Segment Start: Data for this task
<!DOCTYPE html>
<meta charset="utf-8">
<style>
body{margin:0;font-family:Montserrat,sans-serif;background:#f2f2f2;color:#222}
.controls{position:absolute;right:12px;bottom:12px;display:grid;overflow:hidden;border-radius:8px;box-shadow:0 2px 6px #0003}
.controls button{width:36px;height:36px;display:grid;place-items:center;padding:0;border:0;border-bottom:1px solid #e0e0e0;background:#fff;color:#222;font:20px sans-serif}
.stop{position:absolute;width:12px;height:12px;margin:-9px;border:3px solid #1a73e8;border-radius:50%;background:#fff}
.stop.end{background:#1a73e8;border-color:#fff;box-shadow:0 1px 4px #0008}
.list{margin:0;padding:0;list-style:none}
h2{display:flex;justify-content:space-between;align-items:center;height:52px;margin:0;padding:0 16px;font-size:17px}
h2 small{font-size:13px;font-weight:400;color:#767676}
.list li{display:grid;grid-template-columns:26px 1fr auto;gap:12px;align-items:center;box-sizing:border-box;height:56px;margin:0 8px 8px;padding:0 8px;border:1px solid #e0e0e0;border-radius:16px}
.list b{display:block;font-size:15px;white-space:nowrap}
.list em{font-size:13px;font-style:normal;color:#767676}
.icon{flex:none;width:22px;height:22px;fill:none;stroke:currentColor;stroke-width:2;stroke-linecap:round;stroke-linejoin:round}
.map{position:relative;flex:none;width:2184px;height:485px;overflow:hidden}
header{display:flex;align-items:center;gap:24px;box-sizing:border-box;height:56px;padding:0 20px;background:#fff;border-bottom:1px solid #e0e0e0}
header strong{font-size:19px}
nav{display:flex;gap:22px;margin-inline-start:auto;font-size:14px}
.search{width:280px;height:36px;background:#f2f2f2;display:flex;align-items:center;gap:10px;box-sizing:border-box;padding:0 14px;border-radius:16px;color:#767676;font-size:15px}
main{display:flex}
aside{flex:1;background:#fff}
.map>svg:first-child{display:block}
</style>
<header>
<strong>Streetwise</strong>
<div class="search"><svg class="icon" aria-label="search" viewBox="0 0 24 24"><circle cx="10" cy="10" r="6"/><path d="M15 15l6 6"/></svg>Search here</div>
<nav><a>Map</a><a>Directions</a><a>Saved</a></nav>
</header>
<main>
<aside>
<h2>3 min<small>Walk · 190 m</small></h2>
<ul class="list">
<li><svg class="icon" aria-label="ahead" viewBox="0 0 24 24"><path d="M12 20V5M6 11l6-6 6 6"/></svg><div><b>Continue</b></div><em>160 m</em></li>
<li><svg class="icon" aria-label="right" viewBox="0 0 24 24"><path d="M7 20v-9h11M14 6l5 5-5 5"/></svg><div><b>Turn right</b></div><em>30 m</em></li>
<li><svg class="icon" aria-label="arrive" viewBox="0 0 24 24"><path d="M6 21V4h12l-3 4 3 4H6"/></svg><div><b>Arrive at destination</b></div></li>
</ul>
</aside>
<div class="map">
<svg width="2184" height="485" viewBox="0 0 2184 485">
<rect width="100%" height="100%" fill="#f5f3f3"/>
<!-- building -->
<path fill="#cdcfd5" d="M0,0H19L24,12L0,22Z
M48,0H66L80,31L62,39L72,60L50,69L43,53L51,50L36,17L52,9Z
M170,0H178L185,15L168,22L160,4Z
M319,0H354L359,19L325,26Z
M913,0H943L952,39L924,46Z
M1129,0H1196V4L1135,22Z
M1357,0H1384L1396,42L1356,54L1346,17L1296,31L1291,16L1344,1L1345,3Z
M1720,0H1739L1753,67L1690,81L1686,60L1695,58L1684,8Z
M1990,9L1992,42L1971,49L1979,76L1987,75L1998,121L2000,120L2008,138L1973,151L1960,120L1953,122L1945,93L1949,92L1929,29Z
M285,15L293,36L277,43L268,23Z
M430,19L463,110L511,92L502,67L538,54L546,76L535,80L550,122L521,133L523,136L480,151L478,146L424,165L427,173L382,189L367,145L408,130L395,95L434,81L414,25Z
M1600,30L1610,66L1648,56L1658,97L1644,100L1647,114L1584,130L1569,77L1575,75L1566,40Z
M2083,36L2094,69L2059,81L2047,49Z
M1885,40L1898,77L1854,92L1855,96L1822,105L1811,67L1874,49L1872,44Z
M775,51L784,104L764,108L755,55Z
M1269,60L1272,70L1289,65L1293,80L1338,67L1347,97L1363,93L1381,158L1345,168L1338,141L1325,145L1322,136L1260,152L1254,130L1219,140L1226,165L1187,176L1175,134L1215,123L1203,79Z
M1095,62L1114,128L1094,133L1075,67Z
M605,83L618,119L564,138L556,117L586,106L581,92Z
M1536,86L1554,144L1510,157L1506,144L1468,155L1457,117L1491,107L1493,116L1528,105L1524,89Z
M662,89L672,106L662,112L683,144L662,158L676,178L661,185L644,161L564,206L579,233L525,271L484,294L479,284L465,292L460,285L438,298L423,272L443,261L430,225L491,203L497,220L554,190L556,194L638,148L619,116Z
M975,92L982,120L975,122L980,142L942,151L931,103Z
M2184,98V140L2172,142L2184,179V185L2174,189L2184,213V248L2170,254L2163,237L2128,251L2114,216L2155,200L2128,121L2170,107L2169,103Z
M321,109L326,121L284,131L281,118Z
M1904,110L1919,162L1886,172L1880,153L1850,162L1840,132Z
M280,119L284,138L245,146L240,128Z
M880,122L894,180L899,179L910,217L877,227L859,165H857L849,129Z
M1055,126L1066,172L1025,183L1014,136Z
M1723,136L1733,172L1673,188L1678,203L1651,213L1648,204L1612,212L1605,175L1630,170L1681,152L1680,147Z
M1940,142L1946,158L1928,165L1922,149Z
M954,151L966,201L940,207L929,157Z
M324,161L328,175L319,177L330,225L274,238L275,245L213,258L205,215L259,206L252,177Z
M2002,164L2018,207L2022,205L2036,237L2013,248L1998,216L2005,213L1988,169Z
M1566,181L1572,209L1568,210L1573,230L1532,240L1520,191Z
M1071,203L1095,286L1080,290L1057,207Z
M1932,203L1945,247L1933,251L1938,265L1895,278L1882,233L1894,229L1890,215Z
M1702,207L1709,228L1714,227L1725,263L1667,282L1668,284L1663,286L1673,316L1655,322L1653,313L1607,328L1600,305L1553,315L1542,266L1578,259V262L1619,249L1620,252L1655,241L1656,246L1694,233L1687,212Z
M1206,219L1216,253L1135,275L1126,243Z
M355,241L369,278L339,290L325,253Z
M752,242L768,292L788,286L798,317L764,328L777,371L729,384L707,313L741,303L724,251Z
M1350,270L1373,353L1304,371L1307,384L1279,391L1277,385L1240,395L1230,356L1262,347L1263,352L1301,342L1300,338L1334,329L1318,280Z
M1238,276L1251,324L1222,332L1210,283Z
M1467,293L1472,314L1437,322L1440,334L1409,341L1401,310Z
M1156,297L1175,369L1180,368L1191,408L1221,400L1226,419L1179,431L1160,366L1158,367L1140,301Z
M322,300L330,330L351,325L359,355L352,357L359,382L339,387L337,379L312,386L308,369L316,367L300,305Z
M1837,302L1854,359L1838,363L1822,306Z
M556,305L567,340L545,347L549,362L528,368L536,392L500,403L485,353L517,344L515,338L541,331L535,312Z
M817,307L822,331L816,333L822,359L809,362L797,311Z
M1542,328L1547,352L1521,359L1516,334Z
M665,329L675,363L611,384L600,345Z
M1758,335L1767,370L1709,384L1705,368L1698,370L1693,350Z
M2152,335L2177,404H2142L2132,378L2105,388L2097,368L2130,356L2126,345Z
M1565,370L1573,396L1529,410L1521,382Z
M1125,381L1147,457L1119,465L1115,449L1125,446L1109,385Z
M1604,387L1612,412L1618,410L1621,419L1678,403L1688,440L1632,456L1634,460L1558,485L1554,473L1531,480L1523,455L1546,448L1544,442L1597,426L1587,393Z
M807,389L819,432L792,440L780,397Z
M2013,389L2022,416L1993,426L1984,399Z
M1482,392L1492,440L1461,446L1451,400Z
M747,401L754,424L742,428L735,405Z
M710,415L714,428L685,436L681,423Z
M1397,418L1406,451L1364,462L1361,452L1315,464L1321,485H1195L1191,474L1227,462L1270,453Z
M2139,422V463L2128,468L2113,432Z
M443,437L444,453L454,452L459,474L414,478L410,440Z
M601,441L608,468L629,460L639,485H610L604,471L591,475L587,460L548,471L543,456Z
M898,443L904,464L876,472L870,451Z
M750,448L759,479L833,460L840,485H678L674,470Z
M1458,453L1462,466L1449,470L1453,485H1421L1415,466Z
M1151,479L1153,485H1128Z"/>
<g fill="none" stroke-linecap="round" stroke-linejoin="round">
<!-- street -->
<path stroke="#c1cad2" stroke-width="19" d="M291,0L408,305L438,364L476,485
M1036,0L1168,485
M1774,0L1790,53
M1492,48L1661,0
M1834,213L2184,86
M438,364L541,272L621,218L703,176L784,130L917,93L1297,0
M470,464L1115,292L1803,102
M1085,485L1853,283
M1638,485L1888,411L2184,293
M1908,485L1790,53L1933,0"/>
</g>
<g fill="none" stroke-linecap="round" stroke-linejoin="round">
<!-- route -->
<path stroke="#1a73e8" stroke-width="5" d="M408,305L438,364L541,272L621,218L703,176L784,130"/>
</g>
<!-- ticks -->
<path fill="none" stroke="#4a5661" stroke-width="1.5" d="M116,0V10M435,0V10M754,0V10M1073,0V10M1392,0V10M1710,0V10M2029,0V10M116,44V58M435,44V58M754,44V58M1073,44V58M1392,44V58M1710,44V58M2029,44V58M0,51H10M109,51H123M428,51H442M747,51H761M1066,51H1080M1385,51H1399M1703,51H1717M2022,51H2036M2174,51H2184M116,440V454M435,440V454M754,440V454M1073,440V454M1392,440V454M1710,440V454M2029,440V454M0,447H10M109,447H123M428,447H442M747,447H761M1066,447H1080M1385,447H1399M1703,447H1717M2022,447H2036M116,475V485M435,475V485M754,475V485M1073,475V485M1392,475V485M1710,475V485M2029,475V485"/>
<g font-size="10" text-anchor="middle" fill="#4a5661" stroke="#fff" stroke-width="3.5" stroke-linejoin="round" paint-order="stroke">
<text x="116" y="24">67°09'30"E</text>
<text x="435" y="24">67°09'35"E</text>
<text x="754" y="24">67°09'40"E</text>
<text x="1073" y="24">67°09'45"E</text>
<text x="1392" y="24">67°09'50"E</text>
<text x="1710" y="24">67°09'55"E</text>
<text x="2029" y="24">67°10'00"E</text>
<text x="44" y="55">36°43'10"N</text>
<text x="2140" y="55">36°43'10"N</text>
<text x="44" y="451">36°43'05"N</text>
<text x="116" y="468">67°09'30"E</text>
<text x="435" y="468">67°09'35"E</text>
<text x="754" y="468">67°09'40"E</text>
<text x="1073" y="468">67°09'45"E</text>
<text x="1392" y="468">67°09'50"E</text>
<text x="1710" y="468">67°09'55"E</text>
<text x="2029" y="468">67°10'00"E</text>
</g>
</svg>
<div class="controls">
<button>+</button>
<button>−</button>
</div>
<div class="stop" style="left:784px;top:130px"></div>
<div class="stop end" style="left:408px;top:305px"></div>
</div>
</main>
Segment End: Data for this task
> _Action item_: Retrieve each line from the records above where the word "list" occurs.

> _Answer to this exercise_:
.list{margin:0;padding:0;list-style:none}
.list li{display:grid;grid-template-columns:26px 1fr auto;gap:12px;align-items:center;box-sizing:border-box;height:56px;margin:0 8px 8px;padding:0 8px;border:1px solid #e0e0e0;border-radius:16px}
.list b{display:block;font-size:15px;white-space:nowrap}
.list em{font-size:13px;font-style:normal;color:#767676}
<ul class="list">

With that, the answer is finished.